Gov Dropout gets schooled by AOC (and reality) on taxes

Our Fair ex-Governor continues to audition for a job on the "invited speaker to right-wing oligarchs" circuit, and threw out this ridiculous take yesterday.

This was Walker attempt to riff off of US Rep. Alexandria Ocasio-Cortez's "60 Minutes" interview from last week, where she proposed a 70% income tax rate on people making $10 million or more I talked about it and the 70% income tax level in this post).

AOC got word of what ex-Gov Dropout said, and easily brushed him aside.

This is where I remind you that AOC has two things Scott Walker doesn't.

1. Private sector job experience in the last 26 years.
2. A college degree.

Needy adolescent that he is, Walker kept tweeting, and tried to float this line.

Of course, that "crisis of confidence" was because the country had just gone through the disasters of Watergate and Vietnam, and was getting screwed over in an oil crisis caused by actions by OPEC countries. But the job situation under Carter between the end of 1976 and the end of 1979 was very good. The US added 10 million jobs in that 3-year stretch, and the rate of growth in each of those 3 years that was faster than any year we've had since 1999.

In addition, when we had 70%-90% taxes on the rich after World War II, workers received wage growth that matched the productivity they were adding to the economy, unlike the last 40 years when taxes have been cut for the rich.

Going back to AOC’s comments, online publication “The Hill” hooked up with HarrisX to ask people what they thought about what she said, and it turns out a sizable majority of Americans want a high tax rate on the rich.
In the latest The Hill-HarrisX survey — conducted Jan. 12 and 13 after the newly elected congresswoman called for the U.S. to raise its highest tax rate to 70 percent — a sizable majority of registered voters, 59 percent, supports the concept.

Ocasio-Cortez has not introduced any legislation to enact the concept but the survey shows a broad cross-section of Americans supports it, at least presently….

Increasing the highest tax bracket to 70 percent garners a surprising amount of support among Republican voters. In the Hill-HarrisX poll, 45 percent of GOP voters say they favor it while 55 percent are opposed to it.

Independent voters who were contacted backed the tax idea by a 60 to 40 percent margin while Democratic ones favored it, 71 percent to 29 percent.
The poll was specific enough to mention this key fact about Ocasio-Cortez’s plan, that the 70% rate only kicks in on income past $10 million. Which helps to explain why right-wingers like Scott Walker lie and imply it's 70% on ALL income – they’d lose the argument if they told the truth about how the marginal tax rates really work.

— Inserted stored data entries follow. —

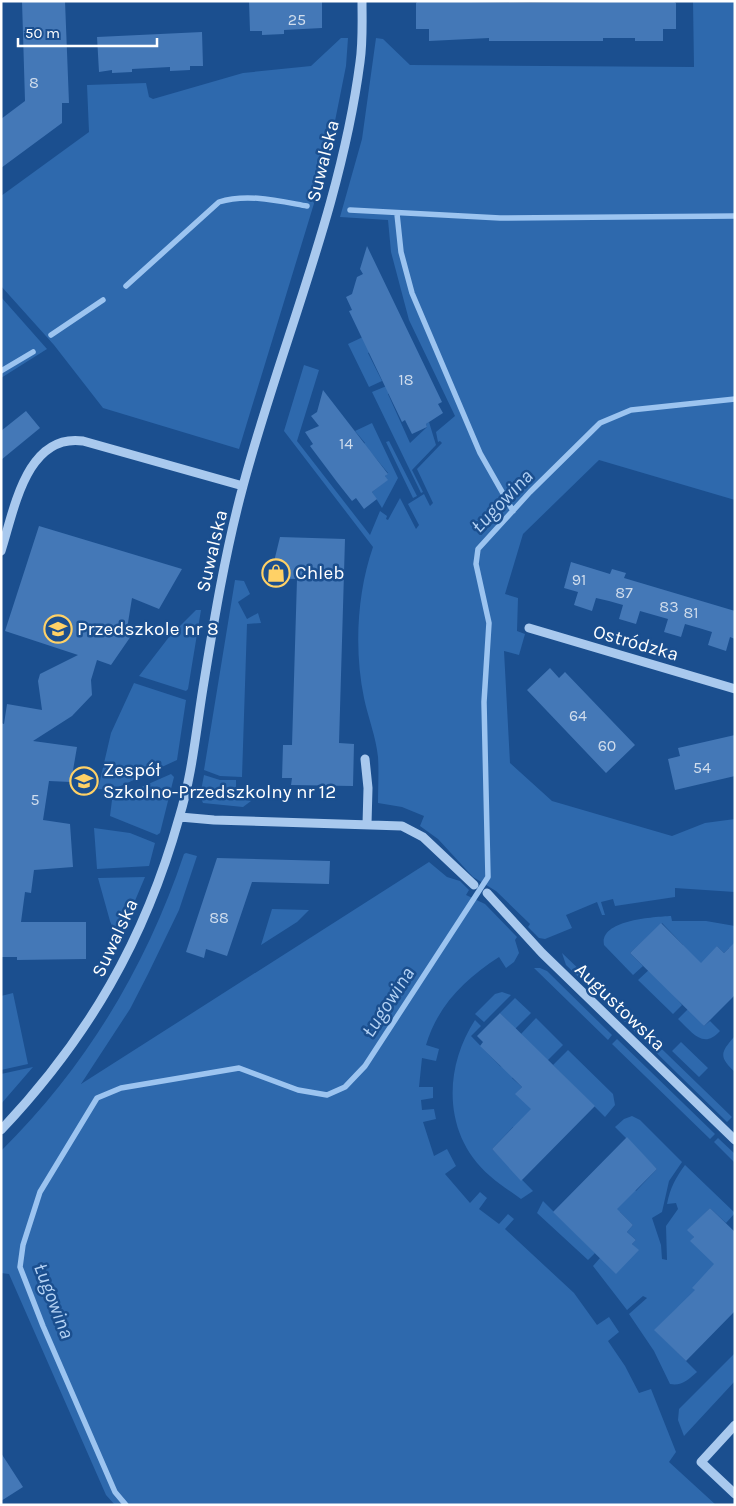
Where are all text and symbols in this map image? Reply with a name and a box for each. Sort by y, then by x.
house number: 25 [288,10,306,29]
scale bar [18,15,156,47]
text: 50 m [25,24,60,42]
house number: 8 [29,73,39,92]
street label: Suwalska [302,118,344,204]
house number: 18 [398,370,414,389]
house number: 14 [339,434,353,453]
water label: Ługowina [466,465,538,537]
street label: Suwalska [192,508,232,594]
shop icon: Chleb [261,558,291,588]
place label: Chleb [295,562,344,584]
house number: 91 [572,570,586,589]
house number: 87 [615,583,633,602]
house number: 83 [659,597,679,616]
house number: 81 [683,603,699,622]
school or university icon: Przedszkole nr 8 [43,614,73,644]
place label: Przedszkole nr 8 [77,618,219,640]
street label: Ostródzka [591,620,681,666]
house number: 64 [569,706,587,725]
house number: 60 [598,736,616,755]
house number: 54 [693,758,711,777]
place label: Zespół Szkolno-Przedszkolny nr 12 [103,759,336,803]
school or university icon: Zespół Szkolno-Przedszkolny nr 12 [69,766,99,796]
house number: 5 [30,790,40,809]
street label: Suwalska [87,895,143,981]
house number: 88 [209,908,229,927]
street label: Augustowska [570,958,670,1056]
water label: Ługowina [357,963,419,1041]
water label: Ługowina [29,1260,79,1342]

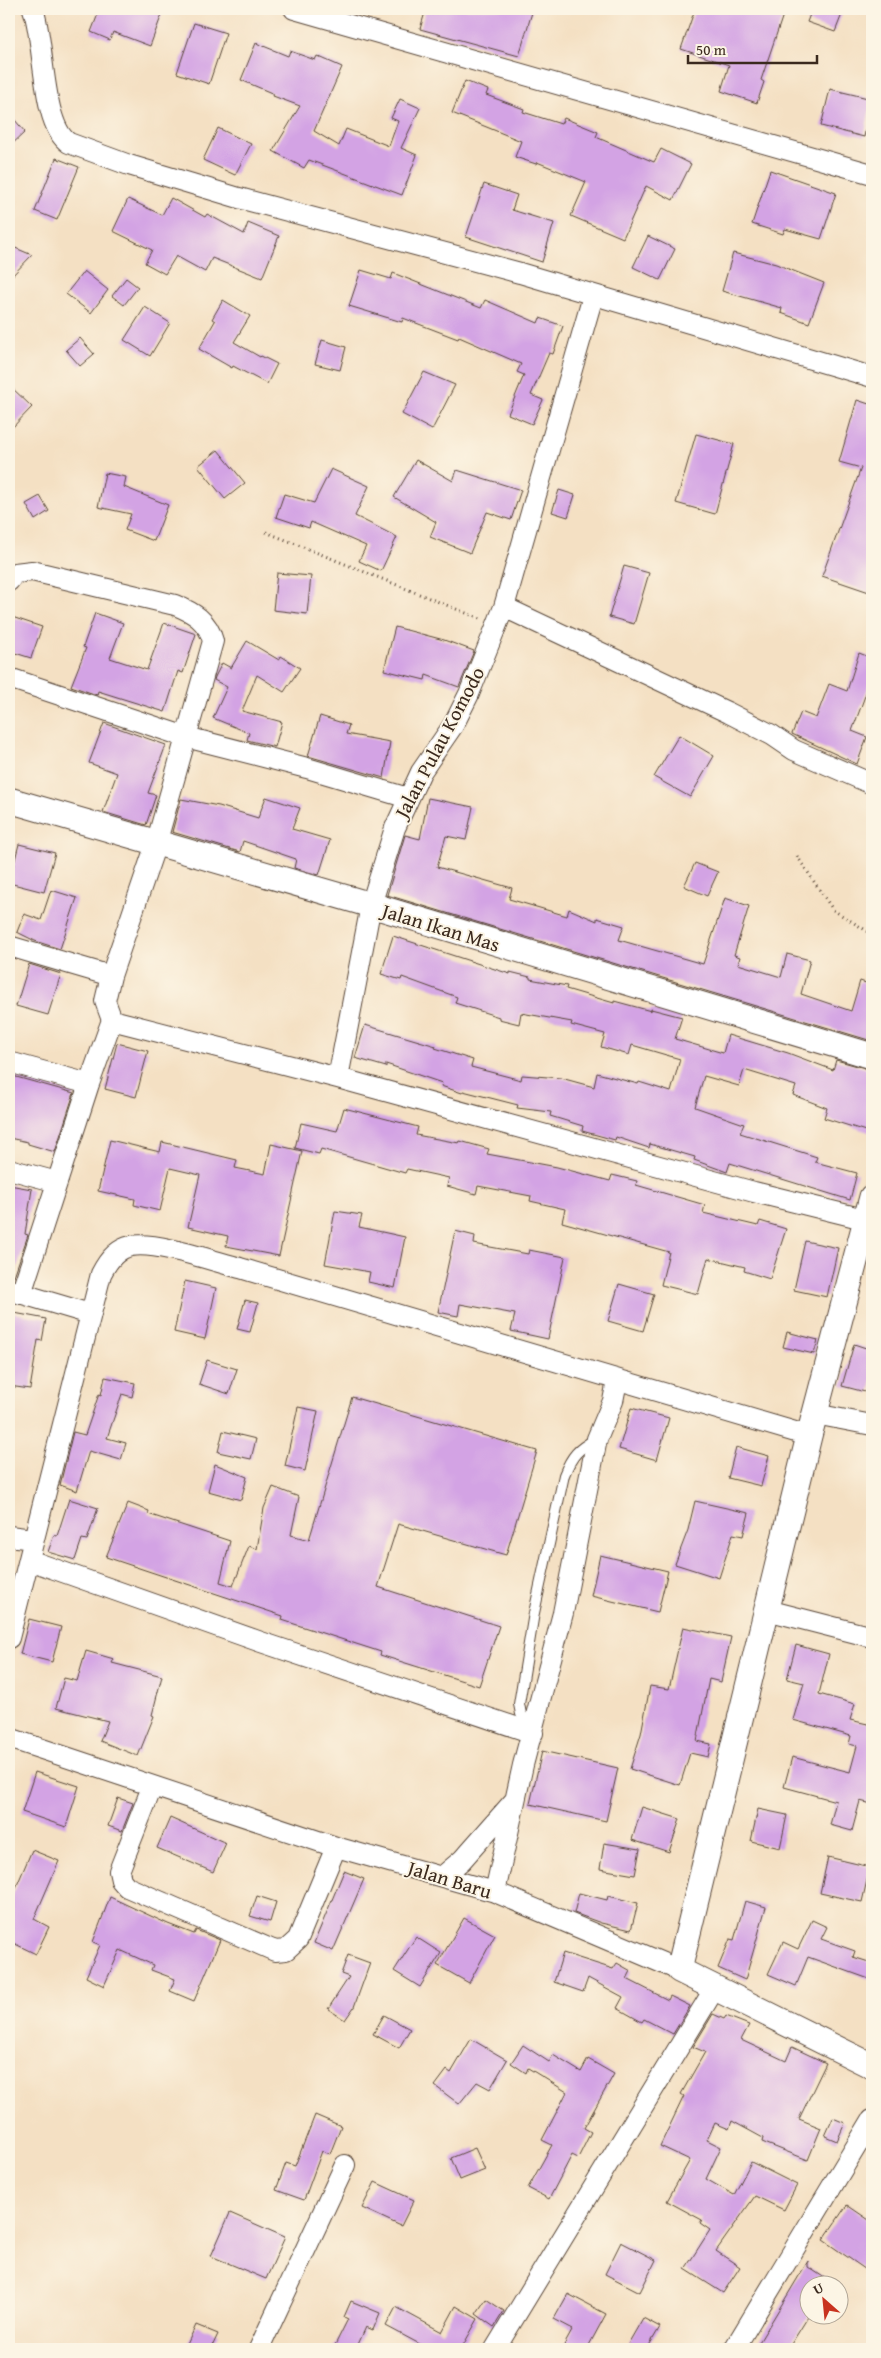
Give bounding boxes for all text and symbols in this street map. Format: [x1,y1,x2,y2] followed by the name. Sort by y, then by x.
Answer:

Meanwhile, how’s that GOP Tax Scam coming along? You know, the one that lowered tax rates for the rich and (especially) corporations, and one that Scott Walker vociferously backed in 2018? Bloomberg’s Stephen Gandel took a look, and it’s even worse than you thought.
First, the headline number: $600 billion, at least. That’s how much more than expected I estimate the companies in the S&P 500 are on pace to save. It is also how much more the tax cut is likely to add to the national debt if it runs as planned for 10 years. The total savings for all of corporate America will be well into the 13 figures.

In late 2017, soon before Congress passed the tax cut — which reduced the U.S. corporate rate to a flat 21 percent from a previous marginal rate that topped out at 35 percent — the Joint Committee on Taxation estimated it would cost $1.4 trillion over 10 years. White House officials criticized that estimate as being too high. In fact, it wasn’t nearly high enough. My current estimate, now that companies have completed 2018, is nearly $2 trillion, and that’s just for the S&P 500. That’s nearly $400 billion more than I calculated in May. And the actual bill could rise even more while the lasting benefits are still pretty questionable.

Corporate profits for the S&P 500 companies did rise nearly 24 percent in 2018, the biggest jump since late 2010. About half of that income growth came not from an improvement in operations but from lower corporate tax bills, according to my math. That was also more than previously expected. Analysts had thought the tax cut would represent only a third of 2018 profit growth. But it appears the tax cut was either larger than anticipated, didn’t produce as big an economic boost that many said it would, or more likely a combination of the two.
So companies got their taxes cut, and it cosmetically increased their profits and earnings per share, but it didn’t make the average worker any better off. Funny how that happens.

Meanwhile, the deficit seems likely to jump past its already astronomical level, and that’s before accounting for any recession that might hit in the next 2 years as the inevitable hangover from this unneeded stimulus kicks in.

The more you investigate the tax-related claims of ex-Governor Scott Walker and US Rep. Alexandria Ocasio-Cortez, it's pretty obvious that "socialist" new Congresswoman AOC has a lot more of a clue about what really happens with tax policy than Wisconsin's former Governor. Which goes a long way toward explaining why that lifetime grifter politician is now looking for a new job himself these days.